O data binding é um dos principais recursos do framework Angular na linguagem de programação, permitindo a sincronização automática de dados entre o modelo do componente e sua exibição no template HTML

Ele simplifica a manipulação e a atualização de dados, tornando a interface mais dinâmica e responsiva. 

No one-way binding (ligação unidirecional), os dados fluem apenas do componente para o template ou vice-versa, garantindo que a interface reflita o estado atual do modelo de dados. 

Já no two-way data binding (ligação bidirecional), os dados fluem em ambas as direções, permitindo que alterações no template atualizem automaticamente o modelo e vice-versa. 

Isso é particularmente útil em formulários, onde os valores de entrada podem ser atualizados em tempo real. 

Diretivas 

No Angular, as diretivas são marcadores em um elemento DOM para: 

  • Adicionar um determinado comportamento a esse elemento; ou 
  • Modificar sua aparência. 

Essas diretivas são fundamentais porque permitem estender o HTML com novos atributos e comportamentos personalizados, sendo utilizadas para gerenciar formulários, listas, estilos e outros elementos visuais." 

Existem dois tipos principais de diretivas no Angular: 

  • Diretivas Estruturais; 
  • Diretivas de Atributo. 

1) Diretivas Estruturais 

Diretivas Estruturais alteram a estrutura do DOM, adicionando ou removendo elementos. Exemplos de diretivas estruturais incluem ngIf e ngFor

  • ngIf: esta diretiva permite que você mostre ou oculte um elemento com base em uma condição; 
  • ngFor: usada para repetir elementos com base em uma coleção de dados. 

A partir da versão 17 do Angular, a sintaxe das diretivas foi modificada. Assim, as diretivas ngIf e ngFor se tornaram @if e @for. Caso queira aprender a utilizar essa abordagem da versão 17, confira o artigo Novidades no Angular 17

2) Diretivas de Atributo 

Diretivas de Atributo alteram a aparência ou o comportamento de um elemento DOM existente. Exemplos de diretivas de atributo incluem ngClass, ngStyle e ngModel

  • ngClass: permite adicionar ou remover classes CSS com base em uma condição; 
  • ngStyle: usada para definir estilos CSS dinamicamente com base em valores no componente; 
  • ngModel: é usada para estabelecer ligação bidirecional entre um elemento de entrada de formulário HTML e uma propriedade do componente. 

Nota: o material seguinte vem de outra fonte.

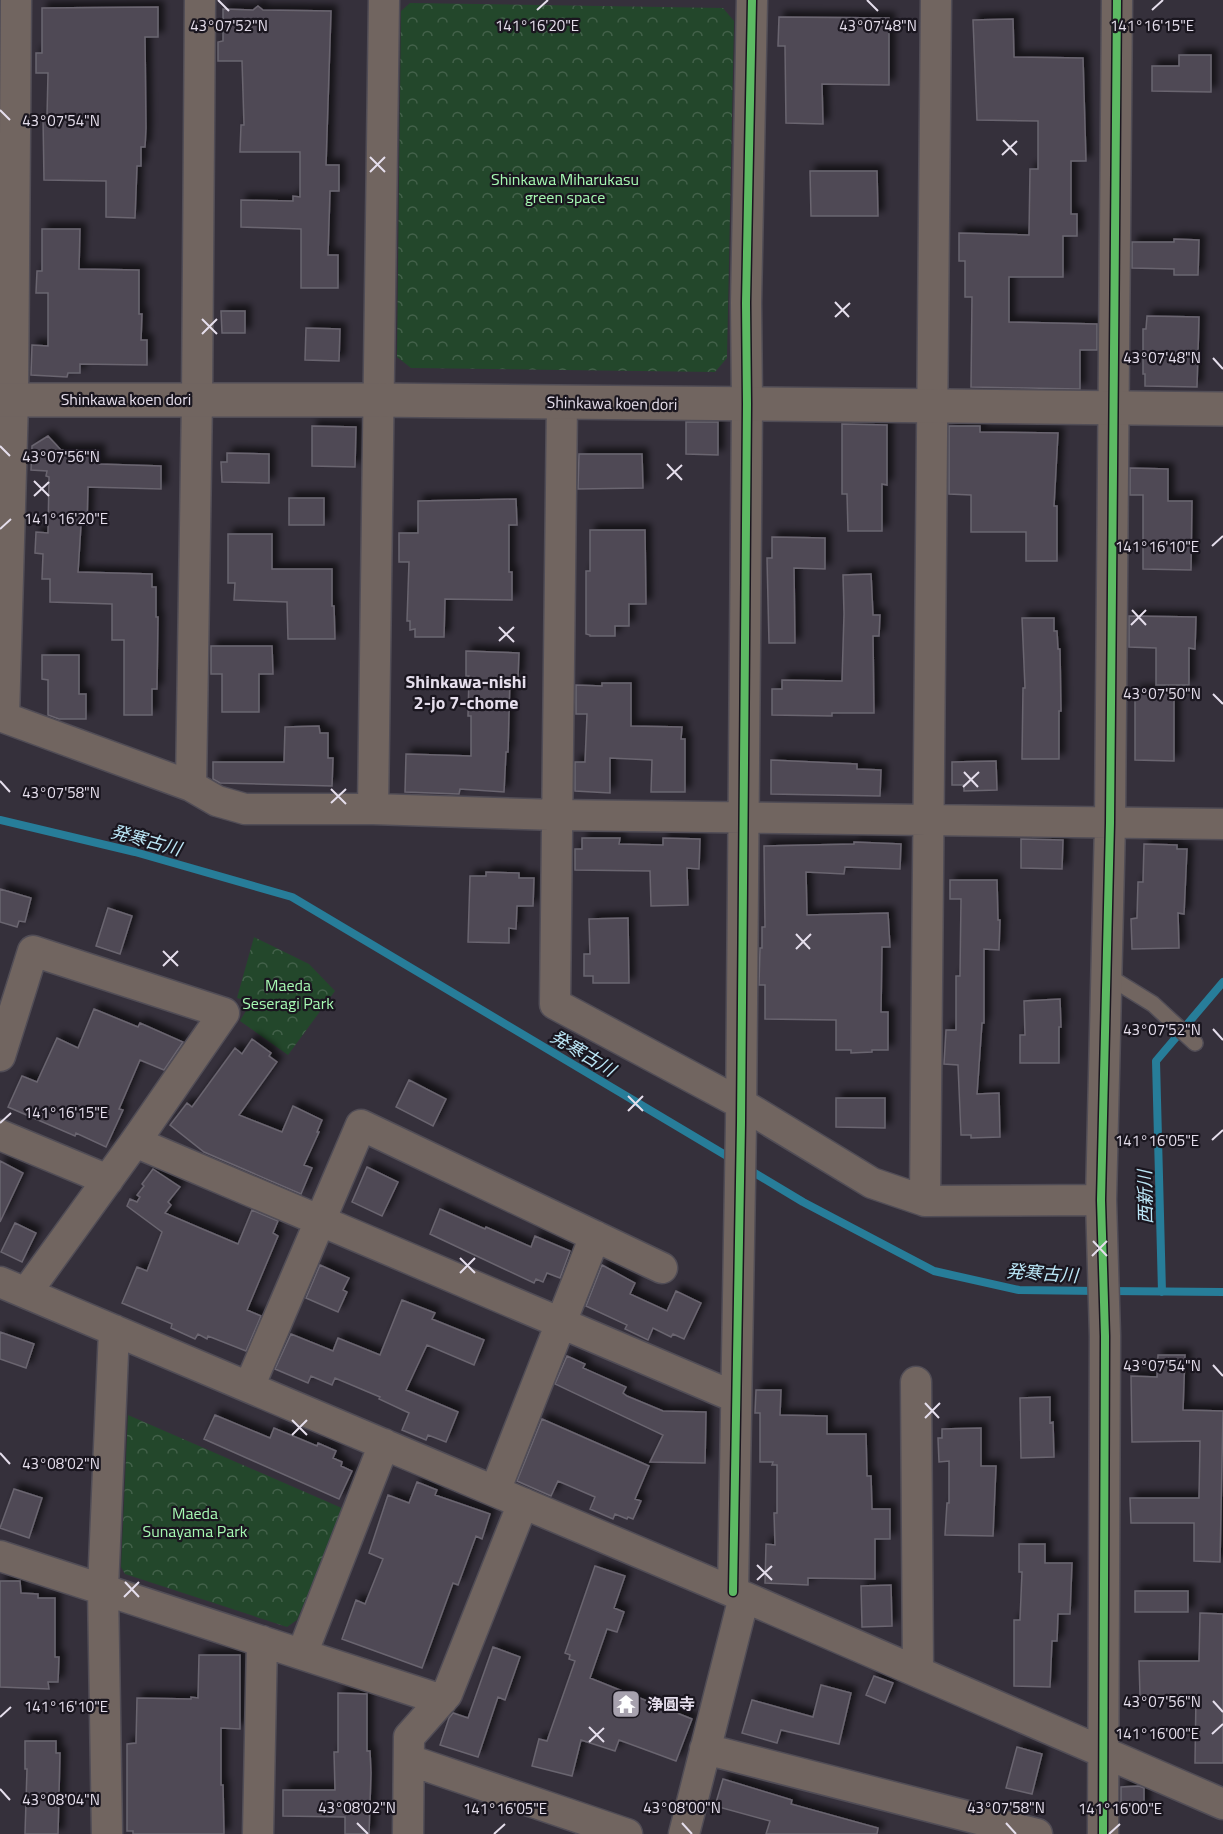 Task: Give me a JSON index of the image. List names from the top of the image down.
{
  "streets": {
    "street": ["Shinkawa koen dori"]
  },
  "districts": ["Shinkawa-nishi 2-jo 7-chome"],
  "water": ["発寒古川", "西新川"],
  "parks": ["Shinkawa Miharukasu green space", "Maeda Seseragi Park", "Maeda Sunayama Park"],
  "places": {
    "temple": ["浄圓寺"]
  },
  "coordinates": [
    "141°16'20\"E",
    "141°16'15\"E",
    "43°07'52\"N",
    "43°07'48\"N",
    "43°07'54\"N",
    "43°07'56\"N",
    "141°16'10\"E",
    "43°07'50\"N",
    "43°07'58\"N",
    "141°16'05\"E",
    "43°08'02\"N",
    "141°16'00\"E",
    "43°08'04\"N",
    "43°08'00\"N"
  ]
} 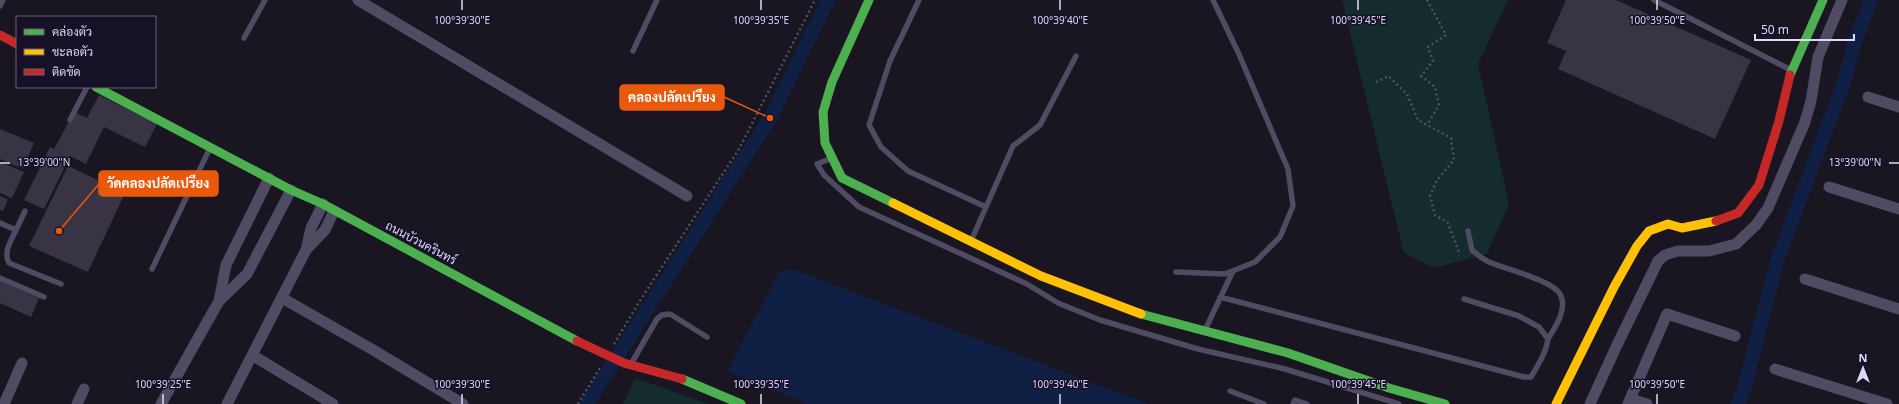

Esses são apenas alguns exemplos de diretivas no framework Angular.

Usar diretivas é um dos motivos da popularidade do Angular entre frameworks front end, permitindo criar exemplos de aplicações dinâmicas e interativas com pouco código, adicionando lógica ao seu HTML sem poluir seu código com manipulação de DOM diretamente em JavaScript. 

Veja neste curso como criar uma diretiva personalizada: Angular: formulários orientados a templates

Serviços 

Um serviço é uma classe fundamental dentro do framework Angular. Ele é projetado para realizar tarefas específicas ou fornecer funcionalidades compartilhadas em toda a aplicação, como fazer solicitações HTTP, gerenciar estados ou funções utilitárias. 

Os serviços são ideais para encapsular lógica de negócios que precisa ser compartilhada entre componentes, como a autenticação da pessoa usuária, armazenamento de dados ou serviços de terceiros. 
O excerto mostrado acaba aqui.